ACTION ITEM ▸ Once the pictures are removed, output the remaining entries exactly as given.

==== PROVIDED DATA ====

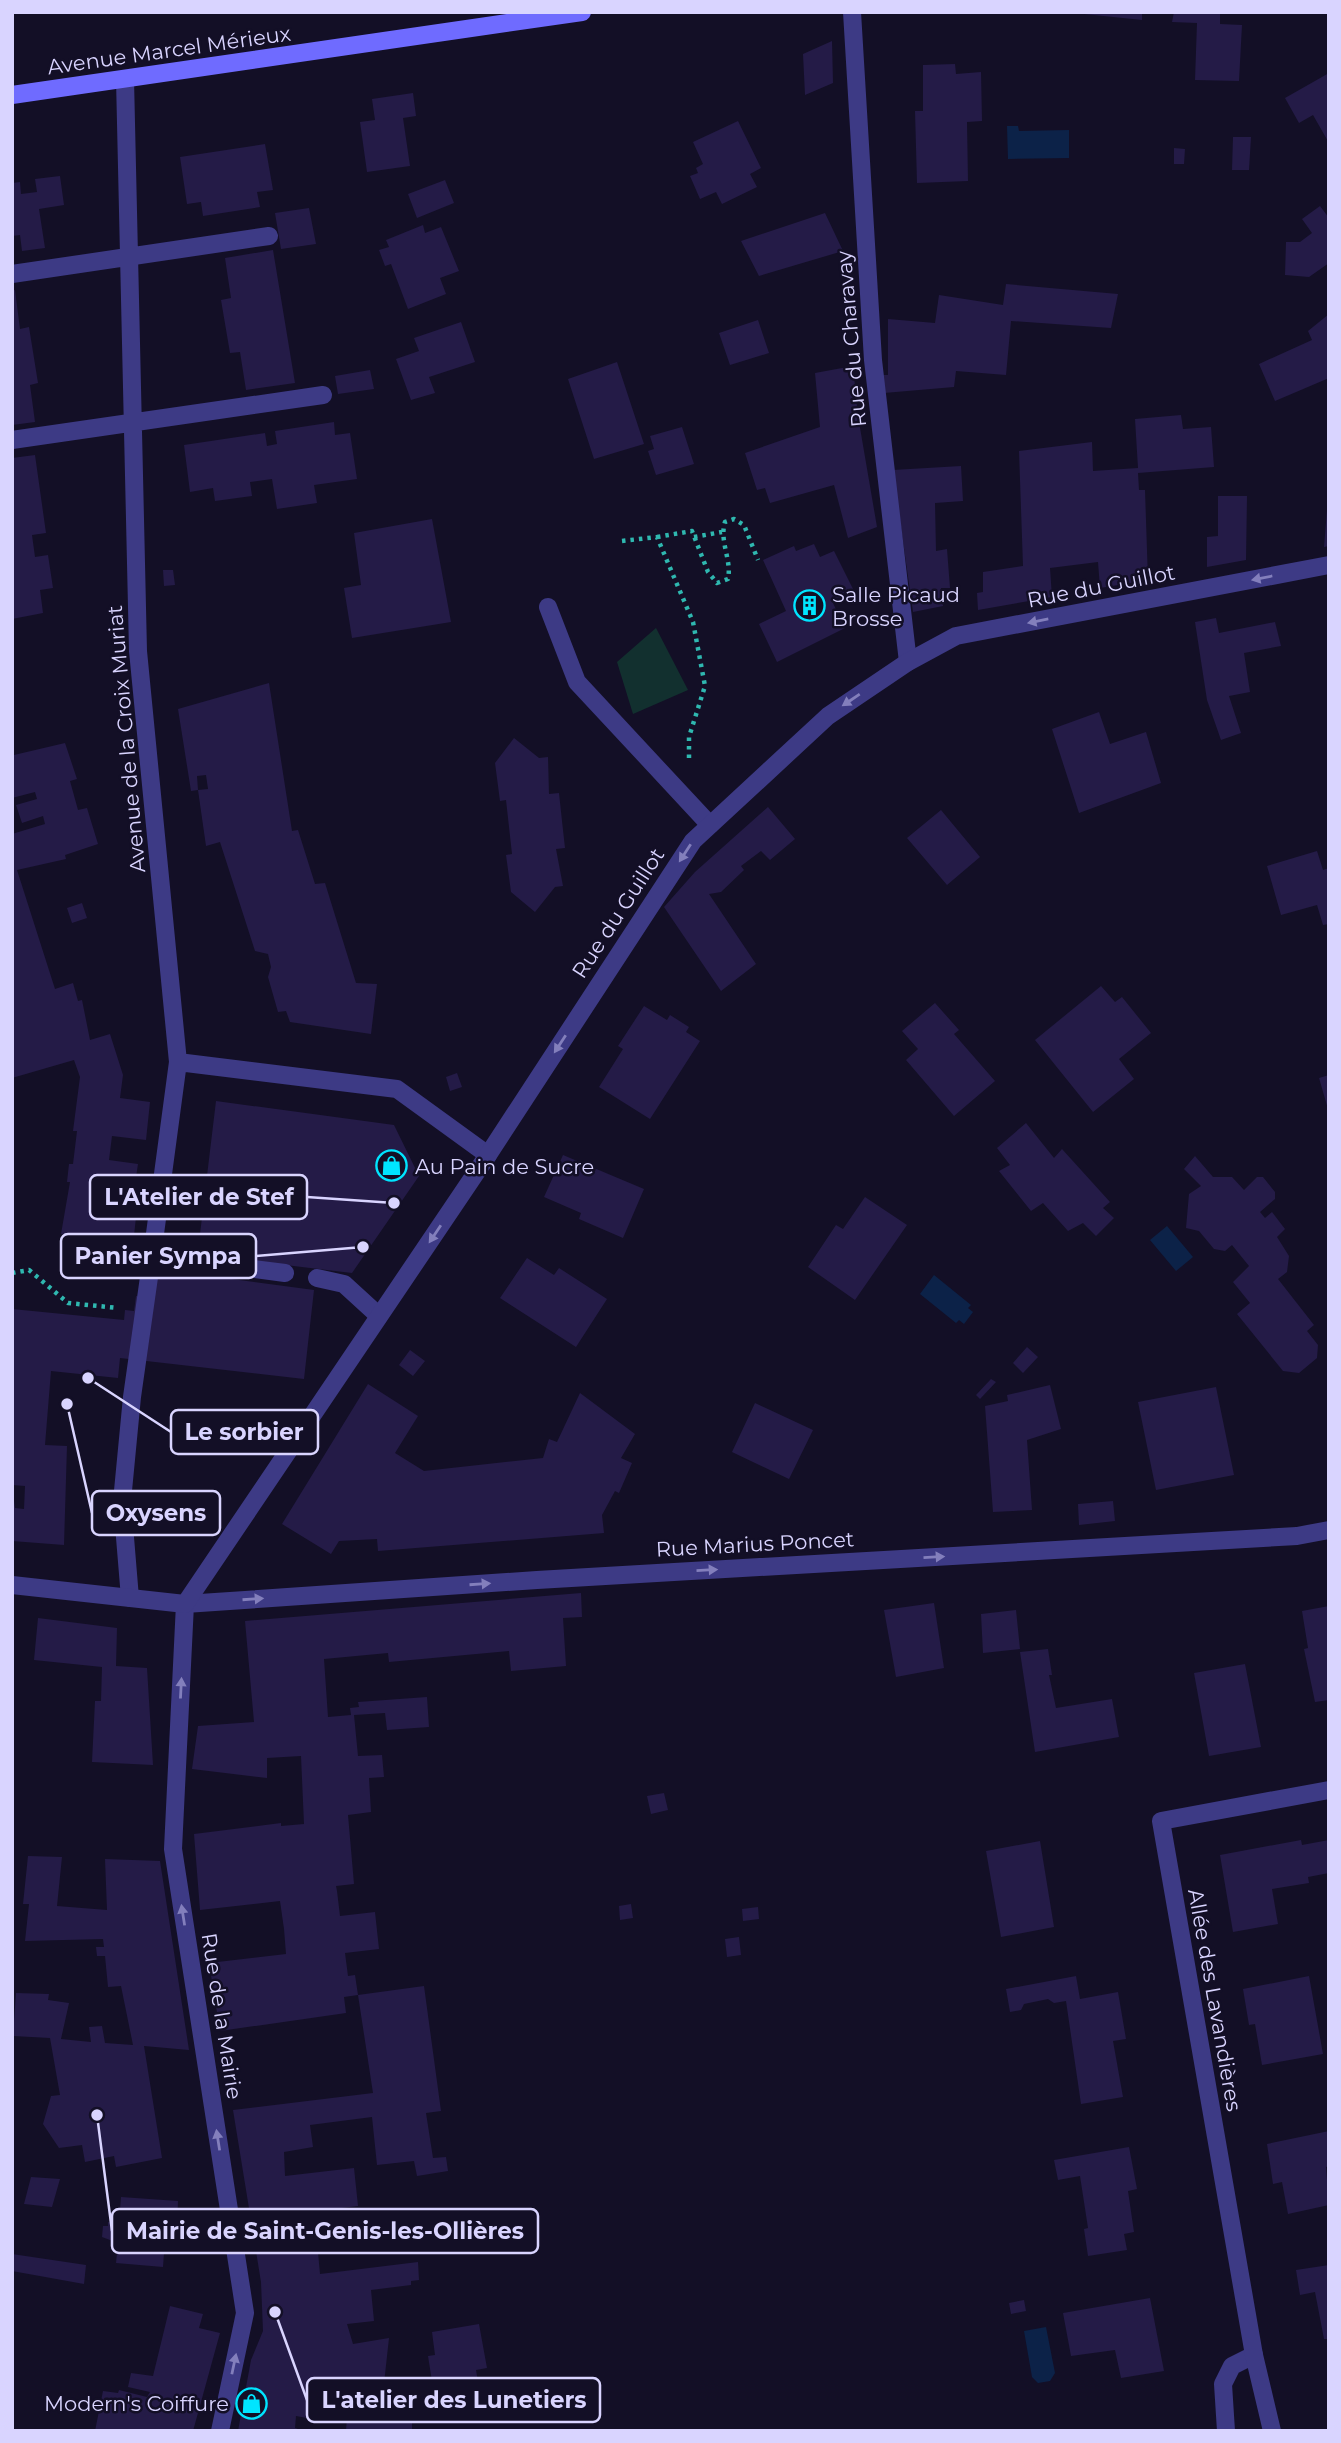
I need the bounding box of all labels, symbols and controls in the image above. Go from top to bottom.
street label: Avenue Marcel Mérieux [46,21,292,79]
street label: Rue du Charavay [831,249,871,428]
street label: Rue du Guillot [1025,559,1177,613]
one-way arrow [1251,572,1273,583]
place label: Salle Picaud Brosse [832,582,960,631]
building icon: Salle Picaud Brosse [792,589,826,623]
street label: Avenue de la Croix Muriat [102,604,150,874]
one-way arrow [1027,615,1049,626]
one-way arrow [842,693,861,706]
street label: Rue du Guillot [567,843,669,983]
one-way arrow [678,844,691,863]
one-way arrow [554,1034,567,1054]
shop icon: Au Pain de Sucre [375,1149,409,1183]
place label: Au Pain de Sucre [415,1154,594,1179]
callout: L'Atelier de Stef [90,1175,307,1219]
text: L'Atelier de Stef [104,1183,295,1211]
one-way arrow [429,1224,442,1243]
callout: Panier Sympa [61,1234,256,1278]
text: Panier Sympa [75,1242,241,1270]
callout: Le sorbier [171,1410,318,1454]
text: Le sorbier [184,1418,304,1446]
callout: Oxysens [92,1491,220,1535]
text: Oxysens [106,1499,206,1527]
street label: Rue Marius Poncet [655,1526,855,1562]
one-way arrow [923,1551,945,1562]
one-way arrow [696,1564,718,1575]
one-way arrow [469,1578,491,1589]
one-way arrow [242,1594,264,1605]
one-way arrow [175,1677,186,1699]
street label: Allée des Lavandières [1183,1887,1247,2113]
one-way arrow [178,1904,189,1926]
street label: Rue de la Mairie [197,1931,247,2101]
one-way arrow [212,2129,223,2151]
callout: Mairie de Saint-Genis-les-Ollières [112,2209,538,2253]
text: Mairie de Saint-Genis-les-Ollières [126,2217,524,2245]
one-way arrow [229,2353,240,2375]
callout: L'atelier des Lunetiers [307,2378,600,2422]
shop icon: Modern's Coiffure [235,2386,269,2420]
text: L'atelier des Lunetiers [321,2386,587,2414]
place label: Modern's Coiffure [44,2391,229,2416]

====

RESULT ▸
I need the bounding box of all labels, symbols and controls in the image above. Go from top to bottom.
street label: Avenue Marcel Mérieux [46,21,292,79]
street label: Rue du Charavay [831,249,871,428]
street label: Rue du Guillot [1025,559,1177,613]
one-way arrow [1251,572,1273,583]
place label: Salle Picaud Brosse [832,582,960,631]
building icon: Salle Picaud Brosse [792,589,826,623]
street label: Avenue de la Croix Muriat [102,604,150,874]
one-way arrow [1027,615,1049,626]
one-way arrow [842,693,861,706]
street label: Rue du Guillot [567,843,669,983]
one-way arrow [678,844,691,863]
one-way arrow [554,1034,567,1054]
shop icon: Au Pain de Sucre [375,1149,409,1183]
place label: Au Pain de Sucre [415,1154,594,1179]
callout: L'Atelier de Stef [90,1175,307,1219]
text: L'Atelier de Stef [104,1183,295,1211]
one-way arrow [429,1224,442,1243]
callout: Panier Sympa [61,1234,256,1278]
text: Panier Sympa [75,1242,241,1270]
callout: Le sorbier [171,1410,318,1454]
text: Le sorbier [184,1418,304,1446]
callout: Oxysens [92,1491,220,1535]
text: Oxysens [106,1499,206,1527]
street label: Rue Marius Poncet [655,1526,855,1562]
one-way arrow [923,1551,945,1562]
one-way arrow [696,1564,718,1575]
one-way arrow [469,1578,491,1589]
one-way arrow [242,1594,264,1605]
one-way arrow [175,1677,186,1699]
street label: Allée des Lavandières [1183,1887,1247,2113]
one-way arrow [178,1904,189,1926]
street label: Rue de la Mairie [197,1931,247,2101]
one-way arrow [212,2129,223,2151]
callout: Mairie de Saint-Genis-les-Ollières [112,2209,538,2253]
text: Mairie de Saint-Genis-les-Ollières [126,2217,524,2245]
one-way arrow [229,2353,240,2375]
callout: L'atelier des Lunetiers [307,2378,600,2422]
shop icon: Modern's Coiffure [235,2386,269,2420]
text: L'atelier des Lunetiers [321,2386,587,2414]
place label: Modern's Coiffure [44,2391,229,2416]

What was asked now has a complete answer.